• [Exercise instructions]: Beneath this instruction is a listing; print exactly the lines in it starting at the line that contains "Convert the screenshot" and going through the line that contains "Task: Transcribe the names and structure of this street".

• [Data extracts]:
___
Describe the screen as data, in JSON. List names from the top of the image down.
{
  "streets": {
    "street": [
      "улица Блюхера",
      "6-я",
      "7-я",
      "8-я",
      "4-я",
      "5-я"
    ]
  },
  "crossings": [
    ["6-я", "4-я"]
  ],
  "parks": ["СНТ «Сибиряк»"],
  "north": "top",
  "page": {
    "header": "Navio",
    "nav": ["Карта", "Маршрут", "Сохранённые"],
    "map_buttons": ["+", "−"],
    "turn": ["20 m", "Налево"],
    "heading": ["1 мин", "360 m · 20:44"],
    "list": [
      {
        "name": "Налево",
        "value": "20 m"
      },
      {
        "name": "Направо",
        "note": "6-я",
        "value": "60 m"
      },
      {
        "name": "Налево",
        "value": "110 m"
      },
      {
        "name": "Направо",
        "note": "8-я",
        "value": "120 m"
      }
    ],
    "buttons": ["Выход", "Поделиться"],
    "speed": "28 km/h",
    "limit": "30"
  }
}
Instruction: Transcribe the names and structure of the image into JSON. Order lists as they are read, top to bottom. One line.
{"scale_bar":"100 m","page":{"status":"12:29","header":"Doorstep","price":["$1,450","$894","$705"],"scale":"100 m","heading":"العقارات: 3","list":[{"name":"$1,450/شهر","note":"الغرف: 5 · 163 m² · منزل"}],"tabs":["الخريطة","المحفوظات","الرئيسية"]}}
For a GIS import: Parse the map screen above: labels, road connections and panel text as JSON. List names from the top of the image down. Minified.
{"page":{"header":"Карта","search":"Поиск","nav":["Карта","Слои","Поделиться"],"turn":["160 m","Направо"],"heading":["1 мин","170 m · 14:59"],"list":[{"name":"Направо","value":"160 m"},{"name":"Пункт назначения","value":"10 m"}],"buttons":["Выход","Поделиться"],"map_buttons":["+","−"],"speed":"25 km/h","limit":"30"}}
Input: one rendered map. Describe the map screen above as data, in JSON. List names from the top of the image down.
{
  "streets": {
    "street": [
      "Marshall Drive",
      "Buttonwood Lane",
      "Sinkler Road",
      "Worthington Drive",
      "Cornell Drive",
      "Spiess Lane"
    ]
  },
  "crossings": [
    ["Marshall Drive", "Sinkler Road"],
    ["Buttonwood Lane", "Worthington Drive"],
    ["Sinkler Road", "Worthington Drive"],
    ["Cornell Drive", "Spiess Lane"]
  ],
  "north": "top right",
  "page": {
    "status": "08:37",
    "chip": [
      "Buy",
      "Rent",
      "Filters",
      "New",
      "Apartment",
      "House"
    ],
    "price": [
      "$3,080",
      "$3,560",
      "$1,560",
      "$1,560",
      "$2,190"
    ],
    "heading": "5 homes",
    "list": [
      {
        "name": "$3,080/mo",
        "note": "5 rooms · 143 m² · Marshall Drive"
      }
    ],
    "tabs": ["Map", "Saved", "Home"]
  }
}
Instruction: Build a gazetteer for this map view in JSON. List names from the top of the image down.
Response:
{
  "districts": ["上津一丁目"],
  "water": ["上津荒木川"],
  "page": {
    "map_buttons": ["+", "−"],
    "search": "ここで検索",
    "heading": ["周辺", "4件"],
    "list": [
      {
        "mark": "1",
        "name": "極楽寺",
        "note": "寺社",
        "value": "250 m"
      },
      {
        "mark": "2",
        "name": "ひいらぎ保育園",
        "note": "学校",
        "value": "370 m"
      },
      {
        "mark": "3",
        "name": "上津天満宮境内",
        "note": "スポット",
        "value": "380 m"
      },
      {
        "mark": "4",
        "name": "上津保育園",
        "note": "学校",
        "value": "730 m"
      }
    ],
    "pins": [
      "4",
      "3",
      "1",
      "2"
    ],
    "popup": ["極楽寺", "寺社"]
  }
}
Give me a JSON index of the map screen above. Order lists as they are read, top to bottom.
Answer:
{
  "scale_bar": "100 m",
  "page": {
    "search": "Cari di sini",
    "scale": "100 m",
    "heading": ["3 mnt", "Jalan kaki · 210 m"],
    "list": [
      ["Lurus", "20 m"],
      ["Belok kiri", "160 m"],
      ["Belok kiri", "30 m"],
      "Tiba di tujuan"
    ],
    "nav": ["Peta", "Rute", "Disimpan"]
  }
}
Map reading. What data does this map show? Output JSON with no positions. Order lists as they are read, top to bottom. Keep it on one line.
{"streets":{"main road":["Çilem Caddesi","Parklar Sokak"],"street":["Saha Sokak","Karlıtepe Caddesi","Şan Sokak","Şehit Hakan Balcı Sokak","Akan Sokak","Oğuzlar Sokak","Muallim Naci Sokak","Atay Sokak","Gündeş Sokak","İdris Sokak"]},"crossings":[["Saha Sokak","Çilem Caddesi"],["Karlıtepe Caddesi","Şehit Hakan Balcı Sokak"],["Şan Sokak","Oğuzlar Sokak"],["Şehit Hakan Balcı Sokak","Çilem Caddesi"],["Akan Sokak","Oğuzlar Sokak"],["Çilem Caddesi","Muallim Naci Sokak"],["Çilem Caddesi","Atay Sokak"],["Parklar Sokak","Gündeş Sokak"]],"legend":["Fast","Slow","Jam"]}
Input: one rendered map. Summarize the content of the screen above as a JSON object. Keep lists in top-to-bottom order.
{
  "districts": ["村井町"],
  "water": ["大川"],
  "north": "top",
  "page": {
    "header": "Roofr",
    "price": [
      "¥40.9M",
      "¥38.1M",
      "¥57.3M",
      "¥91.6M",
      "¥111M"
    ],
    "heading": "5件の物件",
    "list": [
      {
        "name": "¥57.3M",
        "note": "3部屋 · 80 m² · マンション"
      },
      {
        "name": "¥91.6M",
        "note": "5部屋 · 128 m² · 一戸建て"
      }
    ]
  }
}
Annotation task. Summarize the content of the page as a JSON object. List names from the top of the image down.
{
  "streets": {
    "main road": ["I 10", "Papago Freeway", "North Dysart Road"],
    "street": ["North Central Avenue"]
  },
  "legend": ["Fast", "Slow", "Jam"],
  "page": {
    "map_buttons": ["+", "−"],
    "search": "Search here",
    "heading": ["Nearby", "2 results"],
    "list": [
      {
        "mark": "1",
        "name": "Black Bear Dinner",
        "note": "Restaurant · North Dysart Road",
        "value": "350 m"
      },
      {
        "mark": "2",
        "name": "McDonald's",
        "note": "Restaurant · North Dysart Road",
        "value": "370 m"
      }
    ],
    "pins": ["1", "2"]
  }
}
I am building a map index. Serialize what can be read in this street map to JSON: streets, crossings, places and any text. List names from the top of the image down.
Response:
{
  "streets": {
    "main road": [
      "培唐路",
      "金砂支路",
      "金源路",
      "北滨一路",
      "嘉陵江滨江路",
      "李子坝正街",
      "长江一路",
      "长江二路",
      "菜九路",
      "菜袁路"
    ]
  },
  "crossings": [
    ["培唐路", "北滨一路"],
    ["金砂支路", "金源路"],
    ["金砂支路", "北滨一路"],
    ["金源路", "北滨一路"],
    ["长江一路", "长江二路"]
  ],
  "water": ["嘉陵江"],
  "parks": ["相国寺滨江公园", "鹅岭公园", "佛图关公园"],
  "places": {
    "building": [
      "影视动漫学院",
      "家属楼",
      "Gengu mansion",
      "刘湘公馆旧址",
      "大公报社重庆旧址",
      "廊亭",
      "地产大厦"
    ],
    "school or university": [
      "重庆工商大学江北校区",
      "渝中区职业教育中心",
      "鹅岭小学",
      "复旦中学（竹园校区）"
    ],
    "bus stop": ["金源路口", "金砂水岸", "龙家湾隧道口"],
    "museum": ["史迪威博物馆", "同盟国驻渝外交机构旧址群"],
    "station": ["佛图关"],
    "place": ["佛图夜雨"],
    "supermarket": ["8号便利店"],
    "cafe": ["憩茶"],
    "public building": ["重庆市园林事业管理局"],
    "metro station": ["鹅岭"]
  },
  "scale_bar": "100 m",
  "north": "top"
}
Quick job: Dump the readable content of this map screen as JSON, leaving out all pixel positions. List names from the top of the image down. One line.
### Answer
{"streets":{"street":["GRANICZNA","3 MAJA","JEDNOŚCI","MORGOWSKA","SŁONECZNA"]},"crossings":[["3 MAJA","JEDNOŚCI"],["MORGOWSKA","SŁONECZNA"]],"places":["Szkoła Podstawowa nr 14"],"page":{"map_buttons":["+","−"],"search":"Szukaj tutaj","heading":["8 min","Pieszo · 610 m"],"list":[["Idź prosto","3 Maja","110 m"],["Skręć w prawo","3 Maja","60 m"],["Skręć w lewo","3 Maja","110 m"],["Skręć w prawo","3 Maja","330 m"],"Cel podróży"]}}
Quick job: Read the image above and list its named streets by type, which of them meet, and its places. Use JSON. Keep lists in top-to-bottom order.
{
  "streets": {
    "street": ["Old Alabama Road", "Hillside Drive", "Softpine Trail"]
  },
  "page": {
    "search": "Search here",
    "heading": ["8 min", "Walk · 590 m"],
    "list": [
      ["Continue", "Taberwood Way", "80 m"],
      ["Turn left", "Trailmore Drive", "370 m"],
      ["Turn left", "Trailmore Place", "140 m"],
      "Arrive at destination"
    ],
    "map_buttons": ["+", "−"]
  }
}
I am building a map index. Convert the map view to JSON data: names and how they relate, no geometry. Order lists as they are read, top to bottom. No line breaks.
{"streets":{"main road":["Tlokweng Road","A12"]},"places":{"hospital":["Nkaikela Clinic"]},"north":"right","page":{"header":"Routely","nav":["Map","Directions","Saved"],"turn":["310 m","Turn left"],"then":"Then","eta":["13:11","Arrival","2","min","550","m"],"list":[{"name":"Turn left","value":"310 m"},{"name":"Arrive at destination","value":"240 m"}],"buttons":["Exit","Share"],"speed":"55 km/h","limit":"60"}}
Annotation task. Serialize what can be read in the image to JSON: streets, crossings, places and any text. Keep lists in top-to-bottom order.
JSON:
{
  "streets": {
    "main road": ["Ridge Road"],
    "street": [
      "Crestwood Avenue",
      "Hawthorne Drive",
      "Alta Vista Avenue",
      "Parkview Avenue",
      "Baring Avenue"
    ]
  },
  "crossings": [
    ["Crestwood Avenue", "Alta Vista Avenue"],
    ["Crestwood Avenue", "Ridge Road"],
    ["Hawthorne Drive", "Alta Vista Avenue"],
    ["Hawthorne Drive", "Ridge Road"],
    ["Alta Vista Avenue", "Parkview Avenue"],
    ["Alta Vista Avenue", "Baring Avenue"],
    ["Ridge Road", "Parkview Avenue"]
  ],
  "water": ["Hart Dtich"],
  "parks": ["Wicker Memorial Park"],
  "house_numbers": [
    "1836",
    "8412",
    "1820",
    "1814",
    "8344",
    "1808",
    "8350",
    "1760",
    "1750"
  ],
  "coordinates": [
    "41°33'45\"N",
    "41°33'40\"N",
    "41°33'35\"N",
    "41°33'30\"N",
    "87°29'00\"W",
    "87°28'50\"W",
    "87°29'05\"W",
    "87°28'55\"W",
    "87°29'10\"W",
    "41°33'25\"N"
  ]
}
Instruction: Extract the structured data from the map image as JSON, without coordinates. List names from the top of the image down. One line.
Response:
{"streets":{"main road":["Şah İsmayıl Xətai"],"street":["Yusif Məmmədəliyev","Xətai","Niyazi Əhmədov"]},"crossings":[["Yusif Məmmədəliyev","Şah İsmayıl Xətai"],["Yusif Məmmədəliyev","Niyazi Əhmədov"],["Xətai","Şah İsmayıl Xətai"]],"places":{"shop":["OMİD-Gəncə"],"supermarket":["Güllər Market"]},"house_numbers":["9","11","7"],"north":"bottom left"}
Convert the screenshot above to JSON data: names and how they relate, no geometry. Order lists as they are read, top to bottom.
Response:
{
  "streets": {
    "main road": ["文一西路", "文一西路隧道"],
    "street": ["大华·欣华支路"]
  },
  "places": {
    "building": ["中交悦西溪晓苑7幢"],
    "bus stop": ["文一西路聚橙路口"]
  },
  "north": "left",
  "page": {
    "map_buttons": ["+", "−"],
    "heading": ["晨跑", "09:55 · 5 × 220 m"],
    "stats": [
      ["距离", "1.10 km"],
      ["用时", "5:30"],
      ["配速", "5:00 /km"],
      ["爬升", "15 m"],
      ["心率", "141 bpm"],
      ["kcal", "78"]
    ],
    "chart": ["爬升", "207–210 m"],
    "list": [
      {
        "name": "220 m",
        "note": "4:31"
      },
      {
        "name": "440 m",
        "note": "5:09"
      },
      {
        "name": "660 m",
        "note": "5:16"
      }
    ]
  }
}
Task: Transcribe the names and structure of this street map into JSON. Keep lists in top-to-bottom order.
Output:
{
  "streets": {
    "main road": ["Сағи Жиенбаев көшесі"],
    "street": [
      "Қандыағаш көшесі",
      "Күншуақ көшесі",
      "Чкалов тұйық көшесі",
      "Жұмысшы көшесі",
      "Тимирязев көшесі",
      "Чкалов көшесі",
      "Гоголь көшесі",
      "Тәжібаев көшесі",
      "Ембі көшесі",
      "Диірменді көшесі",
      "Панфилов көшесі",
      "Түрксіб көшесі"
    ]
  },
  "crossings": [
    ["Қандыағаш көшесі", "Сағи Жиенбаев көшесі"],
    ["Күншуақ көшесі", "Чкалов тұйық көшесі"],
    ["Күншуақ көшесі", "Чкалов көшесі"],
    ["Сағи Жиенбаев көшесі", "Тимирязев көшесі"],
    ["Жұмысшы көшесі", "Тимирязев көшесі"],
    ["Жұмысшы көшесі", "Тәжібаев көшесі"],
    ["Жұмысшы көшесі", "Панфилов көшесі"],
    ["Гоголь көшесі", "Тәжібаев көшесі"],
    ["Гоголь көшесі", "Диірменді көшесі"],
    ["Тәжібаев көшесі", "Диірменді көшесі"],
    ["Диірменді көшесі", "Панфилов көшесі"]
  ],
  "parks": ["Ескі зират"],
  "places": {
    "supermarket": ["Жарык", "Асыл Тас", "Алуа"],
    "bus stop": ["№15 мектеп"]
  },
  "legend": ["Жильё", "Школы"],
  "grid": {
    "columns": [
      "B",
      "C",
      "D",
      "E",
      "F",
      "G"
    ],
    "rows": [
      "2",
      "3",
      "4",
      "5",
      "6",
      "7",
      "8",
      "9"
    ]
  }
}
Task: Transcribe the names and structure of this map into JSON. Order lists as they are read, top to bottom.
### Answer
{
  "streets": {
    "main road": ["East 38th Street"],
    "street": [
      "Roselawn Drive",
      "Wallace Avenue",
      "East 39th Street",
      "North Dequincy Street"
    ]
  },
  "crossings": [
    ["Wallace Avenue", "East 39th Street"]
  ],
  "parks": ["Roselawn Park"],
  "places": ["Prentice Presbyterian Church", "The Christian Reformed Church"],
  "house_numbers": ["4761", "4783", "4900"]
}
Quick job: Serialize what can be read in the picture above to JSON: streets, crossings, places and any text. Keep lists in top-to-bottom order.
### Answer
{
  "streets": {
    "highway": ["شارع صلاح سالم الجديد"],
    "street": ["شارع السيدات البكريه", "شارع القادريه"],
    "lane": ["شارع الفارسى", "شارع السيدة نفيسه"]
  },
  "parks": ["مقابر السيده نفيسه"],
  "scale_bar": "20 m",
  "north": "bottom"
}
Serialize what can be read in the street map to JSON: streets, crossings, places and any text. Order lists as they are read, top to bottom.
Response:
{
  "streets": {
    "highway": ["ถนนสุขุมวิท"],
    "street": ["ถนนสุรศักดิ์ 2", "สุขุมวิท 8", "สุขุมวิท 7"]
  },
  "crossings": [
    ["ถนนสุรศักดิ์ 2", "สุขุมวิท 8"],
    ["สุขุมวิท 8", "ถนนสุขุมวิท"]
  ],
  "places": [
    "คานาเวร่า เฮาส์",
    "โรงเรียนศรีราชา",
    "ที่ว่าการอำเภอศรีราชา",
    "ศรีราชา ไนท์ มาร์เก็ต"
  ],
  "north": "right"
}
___
• [Task solution]:
Convert the screenshot above to JSON data: names and how they relate, no geometry. Order lists as they are read, top to bottom.
Response:
{
  "streets": {
    "main road": ["文一西路", "文一西路隧道"],
    "street": ["大华·欣华支路"]
  },
  "places": {
    "building": ["中交悦西溪晓苑7幢"],
    "bus stop": ["文一西路聚橙路口"]
  },
  "north": "left",
  "page": {
    "map_buttons": ["+", "−"],
    "heading": ["晨跑", "09:55 · 5 × 220 m"],
    "stats": [
      ["距离", "1.10 km"],
      ["用时", "5:30"],
      ["配速", "5:00 /km"],
      ["爬升", "15 m"],
      ["心率", "141 bpm"],
      ["kcal", "78"]
    ],
    "chart": ["爬升", "207–210 m"],
    "list": [
      {
        "name": "220 m",
        "note": "4:31"
      },
      {
        "name": "440 m",
        "note": "5:09"
      },
      {
        "name": "660 m",
        "note": "5:16"
      }
    ]
  }
}
Task: Transcribe the names and structure of this street map into JSON. Keep lists in top-to-bottom order.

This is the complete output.